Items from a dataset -
_ _ _ _ _
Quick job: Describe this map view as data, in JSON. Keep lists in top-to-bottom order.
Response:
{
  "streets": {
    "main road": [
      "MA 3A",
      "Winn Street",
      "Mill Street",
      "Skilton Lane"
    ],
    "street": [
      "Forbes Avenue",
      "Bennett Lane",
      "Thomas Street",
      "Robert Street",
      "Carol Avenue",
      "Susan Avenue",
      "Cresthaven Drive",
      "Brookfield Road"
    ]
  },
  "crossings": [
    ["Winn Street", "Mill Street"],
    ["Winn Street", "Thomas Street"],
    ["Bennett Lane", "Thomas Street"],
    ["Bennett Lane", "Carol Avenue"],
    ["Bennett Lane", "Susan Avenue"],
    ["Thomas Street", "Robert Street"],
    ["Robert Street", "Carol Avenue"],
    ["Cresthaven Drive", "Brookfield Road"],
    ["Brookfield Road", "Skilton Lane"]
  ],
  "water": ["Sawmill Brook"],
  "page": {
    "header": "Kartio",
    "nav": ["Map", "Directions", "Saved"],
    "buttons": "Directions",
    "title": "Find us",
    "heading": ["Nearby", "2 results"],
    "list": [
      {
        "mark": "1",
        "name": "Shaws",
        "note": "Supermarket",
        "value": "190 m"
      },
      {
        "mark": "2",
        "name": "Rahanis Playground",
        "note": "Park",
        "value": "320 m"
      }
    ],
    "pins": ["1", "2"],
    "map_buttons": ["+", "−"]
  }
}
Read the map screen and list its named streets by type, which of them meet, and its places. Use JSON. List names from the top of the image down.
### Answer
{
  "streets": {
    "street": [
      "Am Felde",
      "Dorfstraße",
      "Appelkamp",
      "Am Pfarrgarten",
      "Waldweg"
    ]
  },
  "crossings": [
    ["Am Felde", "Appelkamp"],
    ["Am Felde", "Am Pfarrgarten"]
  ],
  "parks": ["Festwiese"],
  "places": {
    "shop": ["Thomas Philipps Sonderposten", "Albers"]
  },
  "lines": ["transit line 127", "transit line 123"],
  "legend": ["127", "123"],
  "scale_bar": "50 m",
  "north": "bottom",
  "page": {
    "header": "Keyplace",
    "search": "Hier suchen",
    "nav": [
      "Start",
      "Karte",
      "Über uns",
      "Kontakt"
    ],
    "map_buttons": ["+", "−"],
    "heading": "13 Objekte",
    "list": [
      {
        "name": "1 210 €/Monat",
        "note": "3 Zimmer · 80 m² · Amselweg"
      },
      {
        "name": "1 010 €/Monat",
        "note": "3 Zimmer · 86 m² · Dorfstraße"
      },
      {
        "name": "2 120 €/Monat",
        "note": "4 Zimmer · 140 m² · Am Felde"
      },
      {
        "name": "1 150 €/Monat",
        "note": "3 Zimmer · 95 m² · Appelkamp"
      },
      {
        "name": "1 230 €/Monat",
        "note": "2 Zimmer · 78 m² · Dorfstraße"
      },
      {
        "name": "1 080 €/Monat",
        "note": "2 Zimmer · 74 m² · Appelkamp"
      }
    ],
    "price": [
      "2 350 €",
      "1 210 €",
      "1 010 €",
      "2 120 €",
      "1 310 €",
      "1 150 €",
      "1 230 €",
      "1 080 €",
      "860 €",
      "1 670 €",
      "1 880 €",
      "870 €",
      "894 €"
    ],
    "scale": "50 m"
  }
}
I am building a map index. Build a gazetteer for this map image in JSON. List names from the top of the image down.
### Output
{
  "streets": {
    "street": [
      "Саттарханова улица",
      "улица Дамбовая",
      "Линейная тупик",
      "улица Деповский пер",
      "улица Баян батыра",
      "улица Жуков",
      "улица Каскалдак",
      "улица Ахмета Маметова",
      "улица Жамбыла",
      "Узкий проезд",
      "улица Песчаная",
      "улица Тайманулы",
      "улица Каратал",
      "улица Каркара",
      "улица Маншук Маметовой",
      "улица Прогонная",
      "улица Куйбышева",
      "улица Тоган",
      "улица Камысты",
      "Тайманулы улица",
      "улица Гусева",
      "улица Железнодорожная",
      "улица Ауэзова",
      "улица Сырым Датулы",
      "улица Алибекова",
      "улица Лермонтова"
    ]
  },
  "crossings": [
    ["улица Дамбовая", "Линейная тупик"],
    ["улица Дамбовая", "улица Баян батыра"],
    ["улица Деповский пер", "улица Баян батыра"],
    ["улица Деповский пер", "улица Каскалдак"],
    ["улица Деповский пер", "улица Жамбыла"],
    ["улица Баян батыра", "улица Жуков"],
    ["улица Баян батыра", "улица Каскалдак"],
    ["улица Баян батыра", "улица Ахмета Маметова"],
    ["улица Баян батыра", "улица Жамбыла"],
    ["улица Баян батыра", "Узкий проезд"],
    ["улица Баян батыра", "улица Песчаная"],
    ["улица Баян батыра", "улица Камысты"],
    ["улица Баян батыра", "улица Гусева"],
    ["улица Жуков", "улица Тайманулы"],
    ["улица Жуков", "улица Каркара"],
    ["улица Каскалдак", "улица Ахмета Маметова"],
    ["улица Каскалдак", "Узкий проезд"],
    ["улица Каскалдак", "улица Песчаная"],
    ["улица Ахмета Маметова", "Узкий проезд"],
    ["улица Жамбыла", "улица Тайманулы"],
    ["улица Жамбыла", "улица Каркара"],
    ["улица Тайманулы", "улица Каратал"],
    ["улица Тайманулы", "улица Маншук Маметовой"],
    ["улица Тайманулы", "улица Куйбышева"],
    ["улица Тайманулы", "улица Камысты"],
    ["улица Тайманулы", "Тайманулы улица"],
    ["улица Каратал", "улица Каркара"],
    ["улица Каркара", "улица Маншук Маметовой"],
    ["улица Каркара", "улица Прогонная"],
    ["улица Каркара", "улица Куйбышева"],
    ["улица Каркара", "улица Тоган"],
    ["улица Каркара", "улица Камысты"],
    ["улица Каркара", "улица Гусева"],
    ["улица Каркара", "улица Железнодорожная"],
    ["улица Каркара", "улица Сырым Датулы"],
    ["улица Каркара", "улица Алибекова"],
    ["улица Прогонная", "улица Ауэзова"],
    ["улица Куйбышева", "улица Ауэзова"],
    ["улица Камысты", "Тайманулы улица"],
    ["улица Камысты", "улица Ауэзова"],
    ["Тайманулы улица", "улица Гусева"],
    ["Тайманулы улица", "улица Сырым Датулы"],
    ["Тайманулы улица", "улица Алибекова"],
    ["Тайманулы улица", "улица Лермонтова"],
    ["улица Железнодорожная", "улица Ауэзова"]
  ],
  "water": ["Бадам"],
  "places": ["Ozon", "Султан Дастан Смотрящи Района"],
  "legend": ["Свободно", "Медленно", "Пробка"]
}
_ _ _ _ _
Return each line of the data exactly as written above.

The completed task -
Quick job: Describe this map view as data, in JSON. Keep lists in top-to-bottom order.
Response:
{
  "streets": {
    "main road": [
      "MA 3A",
      "Winn Street",
      "Mill Street",
      "Skilton Lane"
    ],
    "street": [
      "Forbes Avenue",
      "Bennett Lane",
      "Thomas Street",
      "Robert Street",
      "Carol Avenue",
      "Susan Avenue",
      "Cresthaven Drive",
      "Brookfield Road"
    ]
  },
  "crossings": [
    ["Winn Street", "Mill Street"],
    ["Winn Street", "Thomas Street"],
    ["Bennett Lane", "Thomas Street"],
    ["Bennett Lane", "Carol Avenue"],
    ["Bennett Lane", "Susan Avenue"],
    ["Thomas Street", "Robert Street"],
    ["Robert Street", "Carol Avenue"],
    ["Cresthaven Drive", "Brookfield Road"],
    ["Brookfield Road", "Skilton Lane"]
  ],
  "water": ["Sawmill Brook"],
  "page": {
    "header": "Kartio",
    "nav": ["Map", "Directions", "Saved"],
    "buttons": "Directions",
    "title": "Find us",
    "heading": ["Nearby", "2 results"],
    "list": [
      {
        "mark": "1",
        "name": "Shaws",
        "note": "Supermarket",
        "value": "190 m"
      },
      {
        "mark": "2",
        "name": "Rahanis Playground",
        "note": "Park",
        "value": "320 m"
      }
    ],
    "pins": ["1", "2"],
    "map_buttons": ["+", "−"]
  }
}
Read the map screen and list its named streets by type, which of them meet, and its places. Use JSON. List names from the top of the image down.
### Answer
{
  "streets": {
    "street": [
      "Am Felde",
      "Dorfstraße",
      "Appelkamp",
      "Am Pfarrgarten",
      "Waldweg"
    ]
  },
  "crossings": [
    ["Am Felde", "Appelkamp"],
    ["Am Felde", "Am Pfarrgarten"]
  ],
  "parks": ["Festwiese"],
  "places": {
    "shop": ["Thomas Philipps Sonderposten", "Albers"]
  },
  "lines": ["transit line 127", "transit line 123"],
  "legend": ["127", "123"],
  "scale_bar": "50 m",
  "north": "bottom",
  "page": {
    "header": "Keyplace",
    "search": "Hier suchen",
    "nav": [
      "Start",
      "Karte",
      "Über uns",
      "Kontakt"
    ],
    "map_buttons": ["+", "−"],
    "heading": "13 Objekte",
    "list": [
      {
        "name": "1 210 €/Monat",
        "note": "3 Zimmer · 80 m² · Amselweg"
      },
      {
        "name": "1 010 €/Monat",
        "note": "3 Zimmer · 86 m² · Dorfstraße"
      },
      {
        "name": "2 120 €/Monat",
        "note": "4 Zimmer · 140 m² · Am Felde"
      },
      {
        "name": "1 150 €/Monat",
        "note": "3 Zimmer · 95 m² · Appelkamp"
      },
      {
        "name": "1 230 €/Monat",
        "note": "2 Zimmer · 78 m² · Dorfstraße"
      },
      {
        "name": "1 080 €/Monat",
        "note": "2 Zimmer · 74 m² · Appelkamp"
      }
    ],
    "price": [
      "2 350 €",
      "1 210 €",
      "1 010 €",
      "2 120 €",
      "1 310 €",
      "1 150 €",
      "1 230 €",
      "1 080 €",
      "860 €",
      "1 670 €",
      "1 880 €",
      "870 €",
      "894 €"
    ],
    "scale": "50 m"
  }
}
I am building a map index. Build a gazetteer for this map image in JSON. List names from the top of the image down.
### Output
{
  "streets": {
    "street": [
      "Саттарханова улица",
      "улица Дамбовая",
      "Линейная тупик",
      "улица Деповский пер",
      "улица Баян батыра",
      "улица Жуков",
      "улица Каскалдак",
      "улица Ахмета Маметова",
      "улица Жамбыла",
      "Узкий проезд",
      "улица Песчаная",
      "улица Тайманулы",
      "улица Каратал",
      "улица Каркара",
      "улица Маншук Маметовой",
      "улица Прогонная",
      "улица Куйбышева",
      "улица Тоган",
      "улица Камысты",
      "Тайманулы улица",
      "улица Гусева",
      "улица Железнодорожная",
      "улица Ауэзова",
      "улица Сырым Датулы",
      "улица Алибекова",
      "улица Лермонтова"
    ]
  },
  "crossings": [
    ["улица Дамбовая", "Линейная тупик"],
    ["улица Дамбовая", "улица Баян батыра"],
    ["улица Деповский пер", "улица Баян батыра"],
    ["улица Деповский пер", "улица Каскалдак"],
    ["улица Деповский пер", "улица Жамбыла"],
    ["улица Баян батыра", "улица Жуков"],
    ["улица Баян батыра", "улица Каскалдак"],
    ["улица Баян батыра", "улица Ахмета Маметова"],
    ["улица Баян батыра", "улица Жамбыла"],
    ["улица Баян батыра", "Узкий проезд"],
    ["улица Баян батыра", "улица Песчаная"],
    ["улица Баян батыра", "улица Камысты"],
    ["улица Баян батыра", "улица Гусева"],
    ["улица Жуков", "улица Тайманулы"],
    ["улица Жуков", "улица Каркара"],
    ["улица Каскалдак", "улица Ахмета Маметова"],
    ["улица Каскалдак", "Узкий проезд"],
    ["улица Каскалдак", "улица Песчаная"],
    ["улица Ахмета Маметова", "Узкий проезд"],
    ["улица Жамбыла", "улица Тайманулы"],
    ["улица Жамбыла", "улица Каркара"],
    ["улица Тайманулы", "улица Каратал"],
    ["улица Тайманулы", "улица Маншук Маметовой"],
    ["улица Тайманулы", "улица Куйбышева"],
    ["улица Тайманулы", "улица Камысты"],
    ["улица Тайманулы", "Тайманулы улица"],
    ["улица Каратал", "улица Каркара"],
    ["улица Каркара", "улица Маншук Маметовой"],
    ["улица Каркара", "улица Прогонная"],
    ["улица Каркара", "улица Куйбышева"],
    ["улица Каркара", "улица Тоган"],
    ["улица Каркара", "улица Камысты"],
    ["улица Каркара", "улица Гусева"],
    ["улица Каркара", "улица Железнодорожная"],
    ["улица Каркара", "улица Сырым Датулы"],
    ["улица Каркара", "улица Алибекова"],
    ["улица Прогонная", "улица Ауэзова"],
    ["улица Куйбышева", "улица Ауэзова"],
    ["улица Камысты", "Тайманулы улица"],
    ["улица Камысты", "улица Ауэзова"],
    ["Тайманулы улица", "улица Гусева"],
    ["Тайманулы улица", "улица Сырым Датулы"],
    ["Тайманулы улица", "улица Алибекова"],
    ["Тайманулы улица", "улица Лермонтова"],
    ["улица Железнодорожная", "улица Ауэзова"]
  ],
  "water": ["Бадам"],
  "places": ["Ozon", "Султан Дастан Смотрящи Района"],
  "legend": ["Свободно", "Медленно", "Пробка"]
}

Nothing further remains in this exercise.